A movie trailer promoted the film on major social channels. Four 90-second episodes built on each other and stood alone. They were retargeted sequentially so that viewers could watch each episode straight from their social feeds. Films lived on YouTube, Facebook, Twitter, IT endemic sites, and a customized interactive branded micro-site. Paid media promoted the films and episodes globally, including paid social, partnerships with leading IT security news sites, social posts from Christian Slater, and a massive PR push including a custom movie poster and behind the scenes content.

Outcome

“The Wolf” generated unprecedented awareness, 45,000 hours of video consumption in the first two weeks on YouTube and over 12.5 million views in the first two months. The initiative had 118 million earned PR impressions and received 66 editorial placements worldwide.

Andy Slawetsky of research lab Industry Analysts said, “It's the first thing I've EVER seen that really shows what a potential threat this is.
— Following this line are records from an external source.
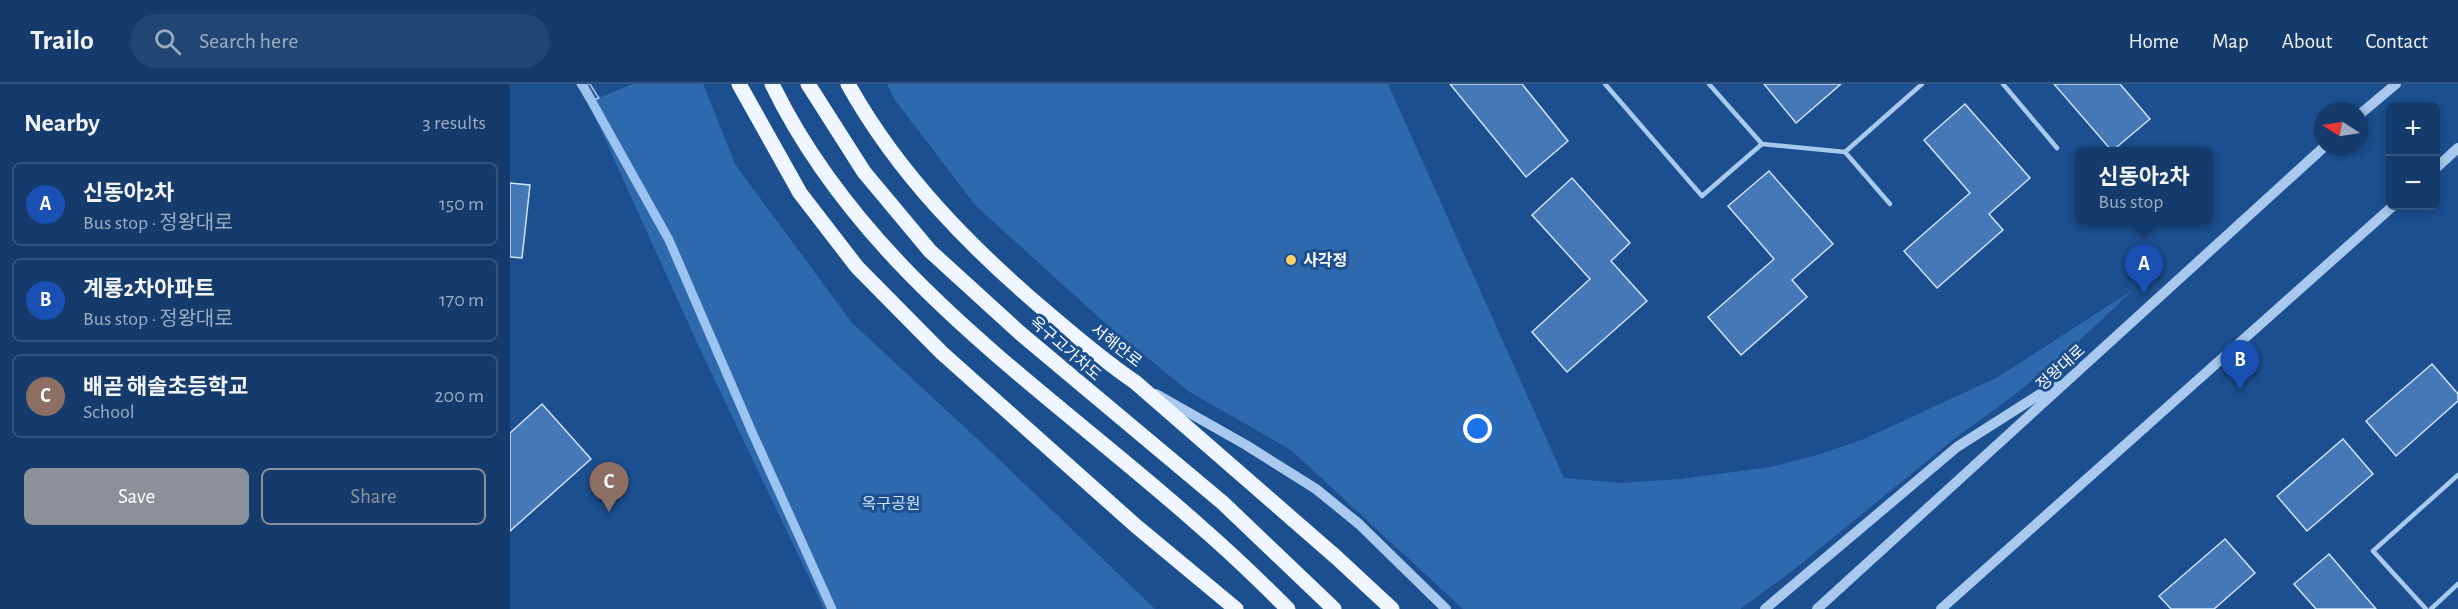 <!DOCTYPE html>
<html lang="en">
<head>
<meta charset="utf-8">
<style>
	:root { --surface:#143b6b; --page:#214673; --text:#f1f3f6; --muted:#9dadc1; --line:#33557e; --accent:#8c9099 }
	body { margin:0; font-family:"Alegreya Sans","Noto Sans KR",sans-serif; background:var(--page); color:var(--text) }
	.controls { position:absolute; right:18px; top:18px; display:grid; overflow:hidden; border-radius:9px; box-shadow:0 3px 9px #0003 }
	.controls button { width:54px; height:54px; display:grid; place-items:center; padding:0; border:0; border-bottom:2px solid var(--line); background:var(--surface); color:var(--text); font:30px sans-serif }
	.compass { position:absolute; left:1804px; top:18px; width:54px; height:54px; border-radius:50%; background:var(--surface); box-shadow:0 3px 9px #0003; rotate:282deg }
	.you { position:absolute; left:968px; top:345px; width:21px; height:21px; margin:-15px; border:4px solid #fff; border-radius:50%; background:#1a73e8; box-shadow:0 0 0 9px #1a73e833 }
	.badge { display:grid; place-items:center; width:39px; height:39px; border-radius:50%; background:var(--accent); color:#fff; font-size:20px; font-weight:700 }
	.pin { position:absolute; translate:-50% -50px; filter:drop-shadow(0 2px 3px #0008) }
	.pin::after { content:''; position:absolute; top:32px; width:21px; height:18px; background:inherit; clip-path:polygon(0 0,100% 0,50% 100%) }
	.popup { position:absolute; left:1565px; top:63px; width:138px; height:78px; box-sizing:border-box; display:grid; place-content:center; border-radius:9px; background:var(--surface); filter:drop-shadow(0 2px 4px #0005); font-size:20px; white-space:nowrap; color:var(--muted) }
	.popup b { font-size:22px; color:var(--text) }
	.popup::after { content:''; position:absolute; left:50%; top:100%; margin-left:-12px; border:12px solid transparent; border-top-color:var(--surface) }
	.list { margin:0; padding:0; list-style:none }
	h2 { display:flex; justify-content:space-between; align-items:center; height:78px; margin:0; padding:0 24px; font-size:26px }
	h2 small { font-size:20px; font-weight:400; color:var(--muted) }
	.list li { display:grid; grid-template-columns:39px 1fr auto; gap:18px; align-items:center; box-sizing:border-box; height:84px; margin:0 12px 12px; padding:0 12px; border:2px solid var(--line); border-radius:9px }
	.list b { display:block; font-size:22px; white-space:nowrap }
	.list p { margin:0; font-size:20px; white-space:nowrap; color:var(--muted) }
	.list em { font-size:20px; font-style:normal; color:var(--muted) }
	.actions { display:flex; gap:12px; padding:18px 24px }
	.actions a { flex:1; padding:14px 0; border:2px solid var(--accent); border-radius:9px; text-align:center; font-size:21px; color:var(--accent) }
	.actions .main { background:var(--accent); color:#fff }
	.icon { flex:none; width:33px; height:33px; fill:none; stroke:currentColor; stroke-width:2; stroke-linecap:round; stroke-linejoin:round }
	.map { position:relative; flex:none; width:1948px; height:525px; overflow:hidden }
	header { display:flex; align-items:center; gap:36px; box-sizing:border-box; height:84px; padding:0 30px; background:var(--surface); border-bottom:2px solid var(--line) }
	header strong { font-size:28px }
	nav { display:flex; gap:33px; margin-inline-start:auto; font-size:21px }
	.search { width:420px; height:54px; background:var(--page); display:flex; align-items:center; gap:15px; box-sizing:border-box; padding:0 21px; border-radius:33px; color:var(--muted); font-size:22px }
	main { display:flex }
	aside { flex:1; background:var(--surface) }
	.map>svg:first-child { display:block }
</style>
</head>
<body>
<header>
<strong>Trailo</strong>
<div class="search"><svg class="icon" aria-label="search" viewBox="0 0 24 24"><circle cx="10" cy="10" r="6"/><path d="M15 15l6 6"/></svg>Search here</div>
<nav><a>Home</a><a>Map</a><a>About</a><a>Contact</a></nav>
</header>
<main>
<aside>
<h2>Nearby<small>3 results</small></h2>
<ul class="list">
<li><span class="badge" style="background:#1a4fb4">A</span><div><b>신동아2차</b><p>Bus stop · 정왕대로</p></div><em>150 m</em></li>
<li><span class="badge" style="background:#1a4fb4">B</span><div><b>계룡2차아파트</b><p>Bus stop · 정왕대로</p></div><em>170 m</em></li>
<li><span class="badge" style="background:#8d6e63">C</span><div><b>배곧 해솔초등학교</b><p>School</p></div><em>200 m</em></li>
</ul>
<div class="actions"><a class="main">Save</a><a>Share</a></div>
</aside>
<div class="map">
<svg width="1948" height="525" viewBox="0 0 1948 525">
	<rect width="100%" height="100%" fill="#1b4f8f"/>
	<g fill="#2e69ad">
		<path d="M123 0H193L225 80 342 239 475 362 645 525H314L190 265 78 18Z"/>
		<path d="M377 0H878L1054 394 1111 399 1170 395 1261 383 1307 371 1354 355 1488 293 1623 206 1568 258 1503 312 1444 355 1286 484 1230 525H953L781 366 678 307 594 238 466 122 385 16Z"/>
	</g>
	<path fill="#3c6290" stroke="#9cc4f0" stroke-width="1.5" d="M67 0H80L89 14 78 18Z"/>
	<g fill="none" stroke-linecap="round" stroke-linejoin="round">
		<path stroke="#9cc4f0" stroke-width="9" d="M72 0 159 156 242 348 322 525"/>
	</g>
	<g fill="#4478b7" stroke="#cfe3fa" stroke-width="1.5">
		<path d="M940 0H1012L1058 57 1016 93Z"/>
		<path d="M1254 0H1331L1286 39Z"/>
		<path d="M1544 0H1610L1640 35 1602 67Z"/>
		<path d="M1455 20 1520 94 1479 130 1493 146 1427 204 1394 167 1460 109 1414 56Z"/>
		<path d="M1259 87 1323 160 1282 196 1297 213 1231 271 1198 233 1264 175 1218 122Z"/>
		<path d="M1062 94 1120 159 1101 177 1137 217 1057 288 1022 248 1080 195 1022 131Z"/>
		<path d="M0 99 20 101 12 174 0 173Z"/>
		<path d="M1922 280 1948 310V317L1886 372 1856 337Z"/>
		<path d="M32 320 81 375 0 447V349Z"/>
		<path d="M1833 355 1863 390 1797 447 1767 412Z"/>
		<path d="M1715 455 1745 489 1704 525H1661L1649 512Z"/>
		<path d="M1819 470 1866 525H1806L1784 500Z"/>
	</g>
	<g fill="none" stroke-linecap="round" stroke-linejoin="round">
		<g stroke="#a9c9ee" stroke-width="4.5">
			<path d="M1095 0 1192 112 1252 60"/>
			<path d="M1199 0 1252 60 1335 68 1412 0"/>
			<path d="M1493 0 1547 64"/>
			<path d="M1335 68 1380 120"/>
			<path d="M1916 525 1863 467 1948 391"/>
			<path d="M1921 525 1948 500"/>
		</g>
		<g stroke="#a9c9ee" stroke-width="10">
			<path d="M1849 31 1886 0"/>
			<path d="M1926 84 1948 64"/>
			<path d="M646 310 736 361 806 405 849 440 936 525"/>
			<path d="M1255 525 1447 363 1546 300"/>
			<path d="M1307 525 1814 63"/>
			<path d="M1431 525 1883 122"/>
		</g>
		<g stroke="#f0f6ff" stroke-width="15">
			<path d="M229 0 290 109 347 183 432 269 626 442 726 525"/>
			<path d="M262 0C355 192 538 306 692 444 722 470 750 497 778 525"/>
			<path d="M298 0 354 88 420 167 510 249 713 419 824 525"/>
			<path d="M338 0C388 90 461 164 539 230 567 254 594 277 625 298L826 473 882 525"/>
		</g>
	</g>
	<circle fill="#ffd166" stroke="#1b4f8f" stroke-width="2" cx="781" cy="176" r="6"/>
	<g text-anchor="middle" stroke-width="6" stroke-linejoin="round" paint-order="stroke">
		<g font-size="16" font-weight="bold" fill="#fff" stroke="#1b4f8f" text-anchor="start">
			<text x="793" y="182">사각정</text>
		</g>
		<g font-size="16" fill="#fff" stroke="#1b4f8f">
			<text transform="translate(607 261) rotate(38)" y="6">서해안로</text>
			<text transform="translate(556 264) rotate(41)" y="6">옥구고가차도</text>
			<text transform="translate(1550 283) rotate(-42)" y="6">정왕대로</text>
		</g>
		<g font-size="16" fill="#cfe3fa" stroke="#1b4f8f">
			<text x="381" y="425">옥구공원</text>
		</g>
	</g>
</svg>
<div class="controls">
<button>+</button>
<button>−</button>
</div>
<svg class="compass" viewBox="-18 -18 36 36"><path d="M0-13l5 13h-10z" fill="#e53935"/><path d="M0 13l5-13h-10z" fill="#9dadc1"/></svg>
<div class="you"></div>
<div class="pin badge" style="left:1634px;top:210px;background:#1a4fb4">A</div>
<div class="popup"><b>신동아2차</b>Bus stop</div>
<div class="pin badge" style="left:1730px;top:306px;background:#1a4fb4">B</div>
<div class="pin badge" style="left:99px;top:428px;background:#8d6e63">C</div>
</div>
</main>
</body>
</html>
WELL DONE!” The IT community confirmed the validity of the featured hacks on Reddit and in YouTube comments as the campaign garnered earned coverage in VentureBeat, Fast Company, Gizmodo, CNET, Adage, and PC Magazine.

On LinkedIn, “The Wolf” nearly doubled the platform’s benchmark .3% engagement rate rate at .6%—a crucial channel for the IT security community. On the IT website Spiceworks, “The Wolf" resulted in a 85% view rate, shattering its 54% benchmark.

The campaign has led to dozens of major sales opportunities for HP.